The next purpose of this study was to assess oncological outcomes around the period of introduction of TL for non-small cell lung cancer. Long-term survival rates represent the best indicators of oncological success. Survival in the AI group was largely comparable to that in the BI group. However, OS of patients who underwent TL was significantly longer than that of patients who underwent OL, which suggested that the introduction of TL contributed to the improvement of oncological outcomes. Other studies that have assessed differences in survival rates between TL and OL have yielded variable results (23,24). Several authors (5,6,10-14) have reported a statistically significant survival advantage of TL. Recent studies have reported comparable oncological outcomes of TL and OL (5,6,10-14). Taioli et al. (25) indicated that patients undergoing TL had a 5% survival advantage over OL at 5 years.
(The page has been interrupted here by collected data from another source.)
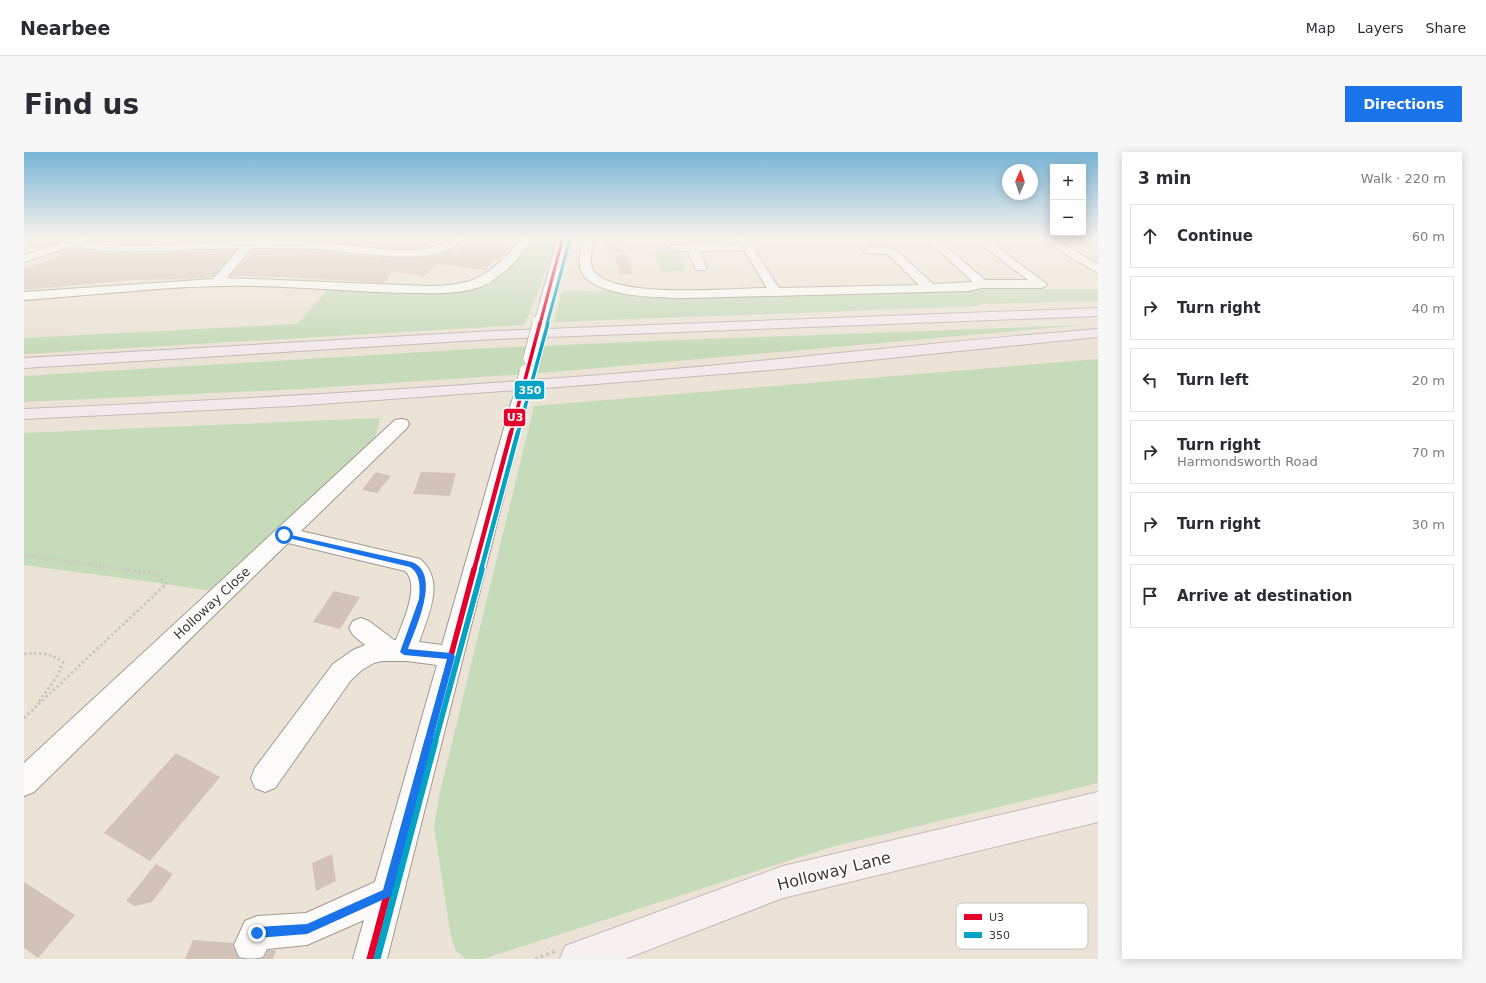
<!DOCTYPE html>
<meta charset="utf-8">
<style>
:root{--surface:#fff;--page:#f7f7f7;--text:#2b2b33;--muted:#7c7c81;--line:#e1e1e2;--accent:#1a73e8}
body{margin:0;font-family:"DejaVu Sans",sans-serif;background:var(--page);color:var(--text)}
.controls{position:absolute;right:12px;top:12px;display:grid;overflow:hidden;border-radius:0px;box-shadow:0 2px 10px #0003}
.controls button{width:36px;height:36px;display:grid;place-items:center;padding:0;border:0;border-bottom:1px solid var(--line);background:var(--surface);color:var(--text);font:20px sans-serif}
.compass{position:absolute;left:978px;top:12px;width:36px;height:36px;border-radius:50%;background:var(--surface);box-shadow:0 2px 10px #0003;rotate:2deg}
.stop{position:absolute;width:12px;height:12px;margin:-9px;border:3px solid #1a73e8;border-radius:50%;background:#fff}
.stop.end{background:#1a73e8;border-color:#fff;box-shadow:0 1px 4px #0008}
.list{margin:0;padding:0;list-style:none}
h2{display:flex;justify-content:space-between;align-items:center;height:52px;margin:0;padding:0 16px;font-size:17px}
h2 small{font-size:13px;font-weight:400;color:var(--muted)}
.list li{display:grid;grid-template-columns:26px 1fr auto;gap:12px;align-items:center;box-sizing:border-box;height:64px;margin:0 8px 8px;padding:0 8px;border:1px solid var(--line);border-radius:0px}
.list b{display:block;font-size:15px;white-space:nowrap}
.list p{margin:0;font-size:13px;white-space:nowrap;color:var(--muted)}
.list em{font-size:13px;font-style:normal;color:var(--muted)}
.icon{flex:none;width:22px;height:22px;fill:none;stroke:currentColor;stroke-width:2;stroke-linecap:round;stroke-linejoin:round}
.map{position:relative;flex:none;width:1074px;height:807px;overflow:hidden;border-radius:0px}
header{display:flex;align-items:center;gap:24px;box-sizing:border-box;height:56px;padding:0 20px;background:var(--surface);border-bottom:1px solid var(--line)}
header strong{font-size:19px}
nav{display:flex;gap:22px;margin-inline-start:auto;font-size:14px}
.intro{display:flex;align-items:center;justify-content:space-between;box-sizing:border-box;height:96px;padding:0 24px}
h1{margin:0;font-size:28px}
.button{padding:10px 18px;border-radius:0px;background:var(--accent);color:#fff;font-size:14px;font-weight:700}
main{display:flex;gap:24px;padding:0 24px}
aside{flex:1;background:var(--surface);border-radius:0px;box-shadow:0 2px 10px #0003}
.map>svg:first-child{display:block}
</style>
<header>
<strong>Nearbee</strong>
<nav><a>Map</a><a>Layers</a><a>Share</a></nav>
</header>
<div class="intro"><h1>Find us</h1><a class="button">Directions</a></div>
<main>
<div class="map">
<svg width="1074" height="807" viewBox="0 0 1074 807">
<rect width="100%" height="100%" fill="#ebe3d5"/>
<!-- green -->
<path fill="#c6dbba" d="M513 85H534L513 143 500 173 0 202V186L273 172 305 136 399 140 472 126 488 113Z
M630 100H654L662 119 637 120Z
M1001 133 1019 137H1074V149L957 152 954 154 530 170 538 139 611 140Z
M1059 173 517 221 277 237 0 250V224L448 197 628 189Z
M1074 207V631L807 695 459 807H442L432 799 427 785 410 675 416 640 510 254Z
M356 266 348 300 199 441 142 432 0 413V281Z"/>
<!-- building -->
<path fill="#d3c2b7" d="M19 85H50L15 97 0 92Z
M64 85H140L142 91H79L62 90 64 87Z
M156 85H338L405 91 400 95 378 97 256 87 149 91Z
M581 85H594L597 100H584Z
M440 91 486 95 476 108 470 107 462 118 412 112 401 124 369 120 360 131 259 125 206 124 228 98H295L350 105 394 106 414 103 423 99 432 100Z
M45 97 95 102 213 98 189 125 164 127 108 128 0 138V117L27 107 42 104 31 101Z
M590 103H603L609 122H595Z
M352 320 367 324 353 341 338 338Z
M397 320 432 321 426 344 389 342Z
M310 439 336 445 316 477 289 470Z
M152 601 196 625 126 709 80 681Z
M308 702 312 729 292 739 288 711Z
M132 712 149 722 128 750 111 754 102 749Z
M0 730 51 763 14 806 0 796Z
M169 788 209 791V794L214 806 217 807H161Z
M244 798H252L249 807H237L240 806Z"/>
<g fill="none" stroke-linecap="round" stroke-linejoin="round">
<!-- minor casing -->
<g stroke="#a19a90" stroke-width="2">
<path id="minor" d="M54 85H62L63 87 58 91C112 98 171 90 225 89 252 88 281 89 309 92 335 94 361 99 388 98 397 97 406 97 415 93 425 89 427 85 439 85 421 119 327 99 295 97 273 96 250 96 227 96L203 126 403 134C456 134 465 122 500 85H511C499 102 476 128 456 135 432 143 408 141 384 141 333 140 283 135 232 134 155 132 77 143 0 148V140L189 127 216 96 95 100 45 95 0 110V103Z
M534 85H544L528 150 527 153H517L516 150Z
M559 85H569C569 94 564 110 569 118 588 148 710 136 743 136L720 98 675 99 683 116 681 118H673L671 116 664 99H650L644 96 650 93 716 92 712 85H722L755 136 895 133 864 102 841 101 839 99 845 96 871 97 909 132 949 130 900 85H911L961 128H1004L947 85H959L1023 132 1021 135 1017 136H958L944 139 665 146C640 146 569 146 557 119 553 109 558 95 559 85Z
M1015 85H1027L1074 112V121L1016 87Z
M496 243 502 245 504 248 363 807H329L340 768 283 793 243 797 239 805C231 807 223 807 215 805L210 793 221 769 233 764 282 761 351 730 413 513 383 509H358L350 511 338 518 327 528 251 636 241 640 231 636 227 626 231 616 309 512 329 498 341 493 329 483 325 476 329 469 337 466 345 469 370 488H372C378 472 397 433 381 419L264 391 10 640 0 644V611L371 268 377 267 383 268 385 272 383 276 277 379 396 407C422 428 404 464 395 490L418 493 488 248 490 245Z"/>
</g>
<!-- major casing -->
<g stroke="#c6bab9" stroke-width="2">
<path id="major" d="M1074 640V670L759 746 601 807H536L541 794 759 714Z"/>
</g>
<!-- highway casing -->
<g stroke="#c6bab9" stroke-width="2">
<path id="highway" d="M1074 156V164L471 187 0 216V206L471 179Z
M1074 177V185L758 217 535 235 268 254 0 267V257C209 248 418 236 627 219 776 206 925 189 1074 177Z"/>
</g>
<!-- path-far2 -->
<path stroke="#cbc8c4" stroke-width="2.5" stroke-dasharray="2 2" stroke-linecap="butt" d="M0 403 105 418"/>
<!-- path-far1 -->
<path stroke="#cbc8c4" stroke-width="3" stroke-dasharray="2.5 2.5" stroke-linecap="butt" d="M0 502C15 500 26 501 39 510L34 523 13 552
M0 566 142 432 133 422 98 417"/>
<!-- path -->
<path stroke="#cbc8c4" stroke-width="3.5" stroke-dasharray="3 3" stroke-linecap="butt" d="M511 807 531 799"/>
<!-- minor -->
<use href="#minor" fill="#fcfbf9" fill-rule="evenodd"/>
<!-- major -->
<use href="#major" fill="#f6f0f1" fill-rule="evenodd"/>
<!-- highway -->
<use href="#highway" fill="#f3e9ed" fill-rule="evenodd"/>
<!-- minor-bridge-far1 casing -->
<g stroke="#a19a90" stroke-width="13" stroke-linecap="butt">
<path id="minor-bridge-far1" d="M516 172 522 150"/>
</g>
<!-- minor-bridge casing -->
<g stroke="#a19a90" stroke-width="16" stroke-linecap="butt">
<path id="minor-bridge" d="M507 206 516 171
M496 248 503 220"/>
</g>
<!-- minor-bridge-far1 -->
<use href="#minor-bridge-far1" stroke="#fcfbf9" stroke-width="12"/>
<!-- minor-bridge -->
<use href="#minor-bridge" stroke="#fcfbf9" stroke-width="15"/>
<!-- bus-1-far4 casing -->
<g stroke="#fff" stroke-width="4.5">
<path id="bus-1-far4" d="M516 172 539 85"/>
</g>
<!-- bus-1-far3 casing -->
<g stroke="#fff" stroke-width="5.5">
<path id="bus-1-far3" d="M487 281 516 171"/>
</g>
<!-- bus-1-far2 casing -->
<g stroke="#fff" stroke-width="7">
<path id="bus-1-far2" d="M450 418 487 280"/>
</g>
<!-- bus-1-far1 casing -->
<g stroke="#fff" stroke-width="8">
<path id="bus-1-far1" d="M404 590 450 417"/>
</g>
<!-- bus-1 casing -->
<g stroke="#fff" stroke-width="10">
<path id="bus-1" d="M346 807 404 589"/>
</g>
<!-- bus-2-far4 casing -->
<g stroke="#fff" stroke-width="4.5">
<path id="bus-2-far4" d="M523 172 546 87"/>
</g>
<!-- bus-2-far3 casing -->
<g stroke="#fff" stroke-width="5.5">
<path id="bus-2-far3" d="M494 281 524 171"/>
</g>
<!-- bus-2-far2 casing -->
<g stroke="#fff" stroke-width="7">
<path id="bus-2-far2" d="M457 418 494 280"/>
</g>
<!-- bus-2-far1 casing -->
<g stroke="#fff" stroke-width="8">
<path id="bus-2-far1" d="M411 590 458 417"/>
</g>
<!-- bus-2 casing -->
<g stroke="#fff" stroke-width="10">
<path id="bus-2" d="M353 807 411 589"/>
</g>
<!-- bus-1-far4 -->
<use href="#bus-1-far4" stroke="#e4002b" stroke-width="3"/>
<!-- bus-1-far3 -->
<use href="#bus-1-far3" stroke="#e4002b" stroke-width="3.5"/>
<!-- bus-1-far2 -->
<use href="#bus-1-far2" stroke="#e4002b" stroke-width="4.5"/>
<!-- bus-1-far1 -->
<use href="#bus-1-far1" stroke="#e4002b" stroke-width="5.5"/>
<!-- bus-1 -->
<use href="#bus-1" stroke="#e4002b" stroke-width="7"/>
<!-- bus-2-far4 -->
<use href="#bus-2-far4" stroke="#03a3c6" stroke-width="3"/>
<!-- bus-2-far3 -->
<use href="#bus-2-far3" stroke="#03a3c6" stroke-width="3.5"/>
<!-- bus-2-far2 -->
<use href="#bus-2-far2" stroke="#03a3c6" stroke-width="4.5"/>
<!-- bus-2-far1 -->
<use href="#bus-2-far1" stroke="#03a3c6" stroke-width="5.5"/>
<!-- bus-2 -->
<use href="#bus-2" stroke="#03a3c6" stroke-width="7"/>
</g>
<!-- sky -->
<linearGradient id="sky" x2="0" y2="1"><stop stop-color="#79b5d6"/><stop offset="0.43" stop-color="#f6f2ec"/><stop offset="1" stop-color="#f6f2ec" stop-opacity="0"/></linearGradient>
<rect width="1074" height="198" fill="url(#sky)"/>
<!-- route -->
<path fill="#1a73e8" d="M258 381 388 410C418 422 391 477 384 497L427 501 431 504 367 744 283 782 233 786 230 784 228 781 230 777 233 775 283 772 359 738 423 507 380 503 376 500 395 447C396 436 397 422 386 415L260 385 258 384Z"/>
<g text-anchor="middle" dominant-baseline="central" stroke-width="3.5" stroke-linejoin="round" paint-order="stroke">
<!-- street labels -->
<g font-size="13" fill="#3f392f" stroke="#fff">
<text transform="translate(188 451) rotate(-43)">Holloway Close</text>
</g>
<!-- near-street labels -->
<g font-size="16" fill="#3f392f" stroke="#fff">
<text transform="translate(810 719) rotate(-14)">Holloway Lane</text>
</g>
</g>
<!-- legend -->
<rect x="932" y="751" width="132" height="46" rx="6" fill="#fff" stroke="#c5c4c1" stroke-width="1"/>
<rect x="940" y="762" width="18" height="6" fill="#e4002b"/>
<rect x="940" y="780" width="18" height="6" fill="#03a3c6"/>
<g font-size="11" fill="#3f392f">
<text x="965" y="769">U3</text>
<text x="965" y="787">350</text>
</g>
<g stroke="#fff" stroke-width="1.5">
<rect x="490" y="228" width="31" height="20" rx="4" fill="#03a3c6"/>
<rect x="479" y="256" width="23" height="19" rx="4" fill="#e4002b"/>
</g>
<g font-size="11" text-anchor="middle" font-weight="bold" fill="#fff">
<text x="506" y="242">350</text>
<text x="491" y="269">U3</text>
</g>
</svg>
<div class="controls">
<button>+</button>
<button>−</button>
</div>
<svg class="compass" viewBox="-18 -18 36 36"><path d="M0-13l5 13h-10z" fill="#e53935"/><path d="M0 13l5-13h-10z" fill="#7c7c81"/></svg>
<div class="stop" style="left:260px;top:383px"></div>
<div class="stop end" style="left:233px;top:781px"></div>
</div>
<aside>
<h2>3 min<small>Walk · 220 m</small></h2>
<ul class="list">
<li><svg class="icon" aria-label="ahead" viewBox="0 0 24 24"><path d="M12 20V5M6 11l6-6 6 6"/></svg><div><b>Continue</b></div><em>60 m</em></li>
<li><svg class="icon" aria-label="right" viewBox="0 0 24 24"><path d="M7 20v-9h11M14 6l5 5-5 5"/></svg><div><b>Turn right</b></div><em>40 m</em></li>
<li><svg class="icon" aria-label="left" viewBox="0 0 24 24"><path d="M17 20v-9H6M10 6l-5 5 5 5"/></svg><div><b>Turn left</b></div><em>20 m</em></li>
<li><svg class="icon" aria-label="right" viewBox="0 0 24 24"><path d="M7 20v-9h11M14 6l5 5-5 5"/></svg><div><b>Turn right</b><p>Harmondsworth Road</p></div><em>70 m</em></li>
<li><svg class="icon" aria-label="right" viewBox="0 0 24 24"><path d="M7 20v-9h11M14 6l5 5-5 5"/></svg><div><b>Turn right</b></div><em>30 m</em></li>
<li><svg class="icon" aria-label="arrive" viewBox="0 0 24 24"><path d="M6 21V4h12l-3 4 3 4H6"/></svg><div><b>Arrive at destination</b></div></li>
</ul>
</aside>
</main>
Among the other advantages, this survival advantage is also likely attributable to the minimally-invasive nature of surgery that limits cytokine induction and helps preserve the immune system, thereby improving long-term OS (5,6,13,26). Recent therapeutic advances including postoperative chemotherapy or molecular-targeted therapy may have contributed to the trend toward improved OS with TL. Our results indicated that OS and DFS were equivalent after TL or OL.
In our Cox hazard multivariate analysis, OS and DFS were significantly correlated with pathological lymph node status. The pathological N status was revealed as an independent prognostic factor for OS and DFS. In a study by Lee et al. (10), advanced pathological N1–2 disease was found to be an independent predictor of worse DFS, which is consistent with our results. Stephens et al. (11) reported TL as an independent predictor of survival. In our study, TL was not found to be a significant prognostic factor on multivariate analysis.
The retrospective study design and single-center scope are key limitations of our study that may have introduced an element of selection bias. Surgical procedures may improve over time regardless of the surgical approach. Moreover, because there was a considerable change in the ratio of TL and OL before and after the introduction of TL at our institution, the learning curve of surgeons at our institution is certainly a form of selection bias. In addition, advances in chemotherapy over time represent another element of selection bias. However, propensity score matching analysis based on patient characteristics helped minimize the selection bias. In the absence of prospective randomized studies, the selection bias for thoracoscopic surgery cannot be easily eliminated. Therefore, larger prospective randomized clinical studies are required to obtain more definitive evidence of the efficacy of TL.
The introduction of TL at our institution represented a positive change owing to decreased invasiveness and oncological equivalence of the surgical treatment for non-small cell lung cancer.
Conflicts of Interest: The authors have no conflicts of interest to declare.
Ethical Statement: The study was approved by our local ethics committee (IRB number: 18-232 4894), and written informed consent was obtained from all patients.